Epiphany is a feast day in the church calendar celebrated on January 6, though many churches mark it on the Sunday before or after.
The theme for Epiphany always has to do with the magi (wise men) who came from the East to honour the Christ-child. We often include the magi in our nativity scenes at Christmas. However, the gospel text that describes their visit doesn’t actually refer to the manger scene at all!
In the time of King Herod, after Jesus was born in Bethlehem of Judea, wise men from the East came to Jerusalem, asking, “Where is the child who has been born king of the Jews? For we observed his star at its rising, and have come to pay him homage.”
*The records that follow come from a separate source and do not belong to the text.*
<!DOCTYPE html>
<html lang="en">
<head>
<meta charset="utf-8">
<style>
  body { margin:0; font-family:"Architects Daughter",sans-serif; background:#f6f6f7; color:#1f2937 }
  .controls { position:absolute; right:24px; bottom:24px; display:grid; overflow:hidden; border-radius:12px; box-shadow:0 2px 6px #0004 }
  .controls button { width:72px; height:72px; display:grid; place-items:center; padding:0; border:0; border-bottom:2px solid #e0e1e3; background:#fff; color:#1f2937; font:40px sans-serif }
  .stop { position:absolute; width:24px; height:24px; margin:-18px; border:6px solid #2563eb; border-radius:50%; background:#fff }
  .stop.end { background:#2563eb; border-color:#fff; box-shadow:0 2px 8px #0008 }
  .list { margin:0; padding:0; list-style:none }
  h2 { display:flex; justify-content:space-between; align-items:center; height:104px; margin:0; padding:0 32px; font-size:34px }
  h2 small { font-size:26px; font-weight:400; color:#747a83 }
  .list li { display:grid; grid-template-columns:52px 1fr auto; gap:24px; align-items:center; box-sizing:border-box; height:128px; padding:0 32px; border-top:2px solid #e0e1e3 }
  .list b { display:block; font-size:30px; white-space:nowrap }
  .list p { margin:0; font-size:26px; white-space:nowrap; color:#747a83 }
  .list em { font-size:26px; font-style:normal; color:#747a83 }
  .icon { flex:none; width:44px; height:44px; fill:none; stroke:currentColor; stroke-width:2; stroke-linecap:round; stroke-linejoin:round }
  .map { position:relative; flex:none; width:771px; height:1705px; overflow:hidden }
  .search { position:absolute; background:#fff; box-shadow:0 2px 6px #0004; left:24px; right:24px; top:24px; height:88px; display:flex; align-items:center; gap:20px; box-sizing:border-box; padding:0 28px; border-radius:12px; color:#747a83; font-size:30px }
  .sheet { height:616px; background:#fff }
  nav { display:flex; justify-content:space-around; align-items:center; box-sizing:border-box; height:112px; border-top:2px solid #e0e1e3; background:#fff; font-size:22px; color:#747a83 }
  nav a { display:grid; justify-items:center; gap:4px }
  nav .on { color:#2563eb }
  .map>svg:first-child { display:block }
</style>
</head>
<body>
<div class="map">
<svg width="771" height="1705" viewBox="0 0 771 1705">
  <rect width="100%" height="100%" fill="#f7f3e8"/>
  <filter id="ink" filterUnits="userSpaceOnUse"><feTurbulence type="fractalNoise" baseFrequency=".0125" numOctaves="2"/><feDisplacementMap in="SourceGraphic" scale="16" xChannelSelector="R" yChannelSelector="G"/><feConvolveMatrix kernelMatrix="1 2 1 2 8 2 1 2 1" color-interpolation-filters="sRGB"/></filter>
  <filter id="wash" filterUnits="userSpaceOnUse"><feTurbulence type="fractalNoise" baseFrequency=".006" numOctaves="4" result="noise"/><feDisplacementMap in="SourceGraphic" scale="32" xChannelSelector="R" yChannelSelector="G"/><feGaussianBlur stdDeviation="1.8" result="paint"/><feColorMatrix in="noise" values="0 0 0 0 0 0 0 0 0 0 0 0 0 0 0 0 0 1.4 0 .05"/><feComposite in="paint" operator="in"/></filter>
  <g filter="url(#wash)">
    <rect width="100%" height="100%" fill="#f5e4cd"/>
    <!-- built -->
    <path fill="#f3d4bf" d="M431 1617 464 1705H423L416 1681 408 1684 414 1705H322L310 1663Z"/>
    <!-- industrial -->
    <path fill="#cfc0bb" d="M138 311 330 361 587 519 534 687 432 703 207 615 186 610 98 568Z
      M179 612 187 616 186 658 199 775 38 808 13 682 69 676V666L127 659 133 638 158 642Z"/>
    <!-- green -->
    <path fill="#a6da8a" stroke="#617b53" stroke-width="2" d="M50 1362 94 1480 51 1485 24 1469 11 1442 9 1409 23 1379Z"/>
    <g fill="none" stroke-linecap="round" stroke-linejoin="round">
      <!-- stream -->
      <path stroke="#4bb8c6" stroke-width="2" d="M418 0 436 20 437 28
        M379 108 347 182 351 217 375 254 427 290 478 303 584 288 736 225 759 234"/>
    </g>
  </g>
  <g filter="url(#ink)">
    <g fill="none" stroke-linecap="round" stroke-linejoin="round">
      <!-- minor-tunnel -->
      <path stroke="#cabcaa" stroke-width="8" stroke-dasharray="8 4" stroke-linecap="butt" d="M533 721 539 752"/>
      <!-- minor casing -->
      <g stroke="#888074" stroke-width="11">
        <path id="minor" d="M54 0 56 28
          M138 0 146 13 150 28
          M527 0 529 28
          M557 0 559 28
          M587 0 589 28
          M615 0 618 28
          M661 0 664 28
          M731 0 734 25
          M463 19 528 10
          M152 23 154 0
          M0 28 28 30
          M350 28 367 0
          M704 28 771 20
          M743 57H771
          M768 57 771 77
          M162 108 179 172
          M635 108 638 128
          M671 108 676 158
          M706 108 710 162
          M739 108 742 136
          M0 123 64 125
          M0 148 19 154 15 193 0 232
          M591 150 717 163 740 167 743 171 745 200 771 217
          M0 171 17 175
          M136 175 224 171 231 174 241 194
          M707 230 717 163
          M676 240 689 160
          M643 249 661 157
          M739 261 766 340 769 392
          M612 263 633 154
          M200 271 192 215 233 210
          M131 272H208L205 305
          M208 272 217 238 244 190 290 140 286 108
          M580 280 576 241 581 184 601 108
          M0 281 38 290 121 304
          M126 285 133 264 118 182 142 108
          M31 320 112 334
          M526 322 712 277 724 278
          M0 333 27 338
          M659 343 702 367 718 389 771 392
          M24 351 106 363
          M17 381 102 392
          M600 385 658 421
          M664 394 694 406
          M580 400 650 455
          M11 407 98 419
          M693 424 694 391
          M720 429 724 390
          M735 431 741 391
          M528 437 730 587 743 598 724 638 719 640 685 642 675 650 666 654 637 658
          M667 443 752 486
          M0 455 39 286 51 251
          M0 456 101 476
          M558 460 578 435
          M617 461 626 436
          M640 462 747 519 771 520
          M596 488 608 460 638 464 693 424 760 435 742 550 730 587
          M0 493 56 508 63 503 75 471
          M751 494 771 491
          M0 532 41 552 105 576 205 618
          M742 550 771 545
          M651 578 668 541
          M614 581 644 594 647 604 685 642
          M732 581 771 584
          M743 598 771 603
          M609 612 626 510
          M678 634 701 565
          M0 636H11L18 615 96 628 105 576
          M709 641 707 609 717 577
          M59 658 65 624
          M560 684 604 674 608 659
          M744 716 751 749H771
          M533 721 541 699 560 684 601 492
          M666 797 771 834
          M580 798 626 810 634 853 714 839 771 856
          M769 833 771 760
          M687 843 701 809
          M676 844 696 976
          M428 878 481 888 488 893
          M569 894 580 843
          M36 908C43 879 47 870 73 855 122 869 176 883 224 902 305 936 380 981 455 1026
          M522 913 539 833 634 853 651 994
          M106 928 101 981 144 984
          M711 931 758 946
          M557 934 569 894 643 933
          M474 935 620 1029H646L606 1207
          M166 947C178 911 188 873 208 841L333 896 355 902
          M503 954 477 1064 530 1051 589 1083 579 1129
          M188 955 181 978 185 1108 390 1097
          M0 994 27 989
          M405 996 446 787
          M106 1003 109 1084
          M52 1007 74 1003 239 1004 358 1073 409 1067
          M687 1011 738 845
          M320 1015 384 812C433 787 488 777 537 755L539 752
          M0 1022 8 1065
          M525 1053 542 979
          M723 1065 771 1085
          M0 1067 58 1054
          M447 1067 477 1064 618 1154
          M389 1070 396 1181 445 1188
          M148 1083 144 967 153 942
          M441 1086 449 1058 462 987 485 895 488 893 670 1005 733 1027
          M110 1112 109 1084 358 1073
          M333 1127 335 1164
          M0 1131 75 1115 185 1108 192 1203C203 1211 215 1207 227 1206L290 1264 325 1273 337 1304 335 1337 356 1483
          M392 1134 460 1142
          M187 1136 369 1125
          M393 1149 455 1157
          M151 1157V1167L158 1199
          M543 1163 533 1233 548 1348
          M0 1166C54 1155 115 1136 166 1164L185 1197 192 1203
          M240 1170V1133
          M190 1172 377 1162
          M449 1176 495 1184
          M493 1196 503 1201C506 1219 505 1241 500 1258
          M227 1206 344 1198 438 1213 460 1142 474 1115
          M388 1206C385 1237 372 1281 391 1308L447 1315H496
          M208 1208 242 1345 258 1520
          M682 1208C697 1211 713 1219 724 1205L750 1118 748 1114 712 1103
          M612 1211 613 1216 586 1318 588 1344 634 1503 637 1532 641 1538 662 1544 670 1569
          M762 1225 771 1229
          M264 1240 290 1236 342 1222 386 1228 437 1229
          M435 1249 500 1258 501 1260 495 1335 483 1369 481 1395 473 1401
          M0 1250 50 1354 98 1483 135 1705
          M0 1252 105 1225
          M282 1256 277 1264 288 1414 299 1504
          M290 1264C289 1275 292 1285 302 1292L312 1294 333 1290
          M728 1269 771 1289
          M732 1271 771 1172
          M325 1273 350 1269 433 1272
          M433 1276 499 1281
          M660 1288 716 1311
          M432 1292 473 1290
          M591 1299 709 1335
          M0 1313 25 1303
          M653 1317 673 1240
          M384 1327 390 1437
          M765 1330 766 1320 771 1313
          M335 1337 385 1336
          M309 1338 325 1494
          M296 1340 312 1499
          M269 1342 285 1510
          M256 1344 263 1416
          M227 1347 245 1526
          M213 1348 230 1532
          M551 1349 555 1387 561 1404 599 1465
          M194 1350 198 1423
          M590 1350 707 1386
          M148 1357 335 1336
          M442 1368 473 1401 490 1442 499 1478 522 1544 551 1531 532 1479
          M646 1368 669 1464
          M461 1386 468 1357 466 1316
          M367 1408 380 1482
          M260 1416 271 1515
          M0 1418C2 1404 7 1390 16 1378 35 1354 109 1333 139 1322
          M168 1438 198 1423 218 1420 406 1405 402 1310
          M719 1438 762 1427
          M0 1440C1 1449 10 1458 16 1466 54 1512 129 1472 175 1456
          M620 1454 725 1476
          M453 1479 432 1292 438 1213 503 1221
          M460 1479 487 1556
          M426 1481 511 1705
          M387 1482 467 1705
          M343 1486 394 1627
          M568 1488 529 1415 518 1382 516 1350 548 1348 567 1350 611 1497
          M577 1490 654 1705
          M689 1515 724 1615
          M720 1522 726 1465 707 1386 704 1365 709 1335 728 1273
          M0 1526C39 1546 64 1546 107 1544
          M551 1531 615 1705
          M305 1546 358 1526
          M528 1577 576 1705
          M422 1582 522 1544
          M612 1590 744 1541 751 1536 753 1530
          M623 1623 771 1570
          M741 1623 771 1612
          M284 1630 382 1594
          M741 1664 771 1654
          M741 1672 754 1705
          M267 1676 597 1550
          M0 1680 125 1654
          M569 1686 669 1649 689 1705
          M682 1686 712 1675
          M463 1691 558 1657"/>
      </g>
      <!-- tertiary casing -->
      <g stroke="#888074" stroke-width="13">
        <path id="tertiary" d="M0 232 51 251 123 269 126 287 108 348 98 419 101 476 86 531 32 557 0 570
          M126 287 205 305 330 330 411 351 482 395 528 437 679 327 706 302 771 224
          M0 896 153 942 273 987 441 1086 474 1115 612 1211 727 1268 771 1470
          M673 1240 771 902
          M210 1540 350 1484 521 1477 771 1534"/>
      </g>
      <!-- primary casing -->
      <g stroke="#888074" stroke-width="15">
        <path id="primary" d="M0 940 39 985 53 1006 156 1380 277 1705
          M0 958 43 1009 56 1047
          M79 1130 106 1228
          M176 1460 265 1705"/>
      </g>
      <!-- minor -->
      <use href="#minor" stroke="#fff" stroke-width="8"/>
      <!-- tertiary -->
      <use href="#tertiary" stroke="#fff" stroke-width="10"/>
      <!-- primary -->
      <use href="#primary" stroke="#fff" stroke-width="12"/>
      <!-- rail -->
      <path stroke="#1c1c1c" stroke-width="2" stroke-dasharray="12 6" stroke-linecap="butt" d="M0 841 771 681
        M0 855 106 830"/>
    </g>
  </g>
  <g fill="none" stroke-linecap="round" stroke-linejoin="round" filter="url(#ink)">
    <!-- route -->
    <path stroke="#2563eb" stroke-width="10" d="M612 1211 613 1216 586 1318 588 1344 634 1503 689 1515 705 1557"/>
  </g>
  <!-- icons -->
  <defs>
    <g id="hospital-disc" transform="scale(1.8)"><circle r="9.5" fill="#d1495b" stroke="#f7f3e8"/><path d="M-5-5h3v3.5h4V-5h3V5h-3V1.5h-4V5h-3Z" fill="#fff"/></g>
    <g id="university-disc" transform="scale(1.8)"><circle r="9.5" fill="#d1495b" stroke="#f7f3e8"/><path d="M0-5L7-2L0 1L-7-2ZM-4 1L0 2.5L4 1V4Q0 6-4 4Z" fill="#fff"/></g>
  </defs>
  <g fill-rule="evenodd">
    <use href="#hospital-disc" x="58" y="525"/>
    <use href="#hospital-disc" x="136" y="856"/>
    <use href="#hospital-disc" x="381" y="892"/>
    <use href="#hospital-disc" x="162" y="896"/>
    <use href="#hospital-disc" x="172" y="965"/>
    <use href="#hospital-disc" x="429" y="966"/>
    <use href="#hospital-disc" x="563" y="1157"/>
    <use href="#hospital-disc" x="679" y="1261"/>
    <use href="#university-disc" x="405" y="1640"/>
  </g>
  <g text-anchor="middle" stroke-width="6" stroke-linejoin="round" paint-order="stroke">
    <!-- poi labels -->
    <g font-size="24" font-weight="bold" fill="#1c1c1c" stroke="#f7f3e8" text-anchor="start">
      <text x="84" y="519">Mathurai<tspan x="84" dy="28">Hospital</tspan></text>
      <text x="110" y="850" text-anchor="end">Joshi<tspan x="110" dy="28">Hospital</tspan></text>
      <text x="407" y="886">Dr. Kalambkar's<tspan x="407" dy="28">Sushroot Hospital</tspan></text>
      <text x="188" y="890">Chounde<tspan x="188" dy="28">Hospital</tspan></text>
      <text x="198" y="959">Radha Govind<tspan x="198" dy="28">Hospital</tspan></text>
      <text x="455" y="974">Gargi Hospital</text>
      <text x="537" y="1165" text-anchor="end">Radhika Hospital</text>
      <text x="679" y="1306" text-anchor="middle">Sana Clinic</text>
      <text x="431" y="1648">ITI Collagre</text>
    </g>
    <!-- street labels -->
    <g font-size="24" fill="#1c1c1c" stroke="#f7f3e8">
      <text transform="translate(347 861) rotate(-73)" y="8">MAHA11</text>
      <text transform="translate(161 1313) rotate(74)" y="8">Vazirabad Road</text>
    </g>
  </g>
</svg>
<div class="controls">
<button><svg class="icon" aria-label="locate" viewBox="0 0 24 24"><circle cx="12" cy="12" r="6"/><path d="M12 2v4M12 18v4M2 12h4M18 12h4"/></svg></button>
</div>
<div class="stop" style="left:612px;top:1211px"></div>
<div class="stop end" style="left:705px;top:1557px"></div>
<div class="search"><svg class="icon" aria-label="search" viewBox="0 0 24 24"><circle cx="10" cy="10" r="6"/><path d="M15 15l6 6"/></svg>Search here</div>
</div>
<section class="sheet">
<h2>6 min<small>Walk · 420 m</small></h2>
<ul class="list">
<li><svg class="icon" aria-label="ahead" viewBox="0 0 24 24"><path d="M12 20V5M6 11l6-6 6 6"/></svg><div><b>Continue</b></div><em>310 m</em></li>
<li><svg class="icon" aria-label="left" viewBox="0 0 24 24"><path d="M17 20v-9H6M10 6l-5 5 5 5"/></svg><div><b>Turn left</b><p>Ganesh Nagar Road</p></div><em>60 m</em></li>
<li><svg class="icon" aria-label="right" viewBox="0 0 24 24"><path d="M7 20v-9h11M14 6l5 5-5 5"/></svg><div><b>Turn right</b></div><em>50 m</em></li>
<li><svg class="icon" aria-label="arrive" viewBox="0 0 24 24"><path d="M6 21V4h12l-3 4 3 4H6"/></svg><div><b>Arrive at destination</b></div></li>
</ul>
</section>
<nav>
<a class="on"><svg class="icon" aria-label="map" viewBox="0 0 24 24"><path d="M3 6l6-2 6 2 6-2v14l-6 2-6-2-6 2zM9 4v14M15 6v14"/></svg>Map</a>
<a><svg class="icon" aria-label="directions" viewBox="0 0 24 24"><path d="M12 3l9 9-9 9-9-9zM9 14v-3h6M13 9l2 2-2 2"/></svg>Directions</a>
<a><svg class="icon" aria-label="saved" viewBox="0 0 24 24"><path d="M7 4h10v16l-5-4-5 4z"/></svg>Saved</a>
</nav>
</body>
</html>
When King Herod heard this, he was frightened, and all Jerusalem with him; and calling together all the chief priests and scribes of the people, he inquired of them where the Messiah was to be born. They told him, “In Bethlehem of Judea; for so it has been written by the prophet:
‘And you, Bethlehem, in the land of Judah, are by no means least among the rulers of Judah; for from you shall come a ruler who is to shepherd my people Israel.’”
Then Herod secretly called for the wise men and learned from them the exact time when the star had appeared. Then he sent them to Bethlehem, saying, “Go and search diligently for the child; and when you have found him, bring me word so that I may also go and pay him homage.” When they had heard the king, they set out; and there, ahead of them, went the star that they had seen at its rising, until it stopped over the place where the child was. When they saw that the star had stopped, they were overwhelmed with joy. On entering the house, they saw the child with Mary his mother; and they knelt down and paid him homage. Then, opening their treasure chests, they offered him gifts of gold, frankincense, and myrrh. And having been warned in a dream not to return to Herod, they left for their own country by another road.
Matthew 2:1-12 (NRSV)
The word Epiphany means manifestation, showing forth, or revelation and in the story of the magi, we see the first instance in the gospels in which the glory of Jesus is revealed to the gentiles. Their story tells us that the message of salvation is for the whole world.
Epiphany Sunday is followed a week later by the commemoration of Jesus’ baptism. It is also the beginning of the season of Epiphany, the liturgical period that follows the Christmas season and continues until the beginning of Lent on Ash Wednesday.